23527 obs. of 0 variables (the dataset has overall 45483 obs of 26 variables)

CodePudding user response：

The , in your subsetting should likely be a logical (& or |).

Options:

women <- AVQ19[AVQ19$SEX == 2 & AVQ19$AGE >= 7 & AVQ19$AGE <= 9,]
women <- subset(AVQ19, SEX == 2 & AGE >= 7 & AGE <= 9)
women <- dplyr::filter(AVQ19, SEX == 2, AGE >= 7, AGE <= 9)

I included the dplyr::filter above to demonstrate why it might seem that the comma would make sense elsewhere. Within dplyr::filter, all arguments (after the data argument) are &'ed together. One can always use explicit & here as well in place of the commas,

women <- dplyr::filter(AVQ19, SEX == 2 & AGE >= 7 & AGE <= 9)

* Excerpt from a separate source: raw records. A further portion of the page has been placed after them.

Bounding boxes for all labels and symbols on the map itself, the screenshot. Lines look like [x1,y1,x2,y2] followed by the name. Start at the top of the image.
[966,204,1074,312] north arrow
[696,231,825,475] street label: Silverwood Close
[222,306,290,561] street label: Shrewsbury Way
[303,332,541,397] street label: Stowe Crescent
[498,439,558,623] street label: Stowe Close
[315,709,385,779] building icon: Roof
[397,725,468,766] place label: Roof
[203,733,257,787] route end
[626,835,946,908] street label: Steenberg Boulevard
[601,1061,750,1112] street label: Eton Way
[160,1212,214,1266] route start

for precisely identical results. I suspect the rationale for allowing commas, is that it allows for more fluid (perhaps more readable) line-based line-wrapping, such as

... %>%
  filter(
    SEX == 2,
    AGE >= 7,
    AGE <= 9
  )

I'm not espousing that you switch to dplyr solely for this benefit (though there may be benefits to learning dplyr, for other reasons). I just thought if you had seen the comma in this use, know that outside of dplyr::filter, comma-separated logicals do not necessarily mean the same thing.

FYI, the reason it is returning 23527 obs. of 0 variables is because the second argument after your comma is taken as a column-index. I'm going to assume that your df has many more rows than columns, and AVQ$AGE >= 7 & AVQ$AGE <= 9 likely returns numbers much higher than the number of columns you have.

The 23527 is likely the number of rows of AVQ where SEX == 2 is true. The 0 variables is likely because none of them occur in the first few rows, i.e., the first occurrence of AGE between 7 and 9 is on a row number that is greater than ncol(df).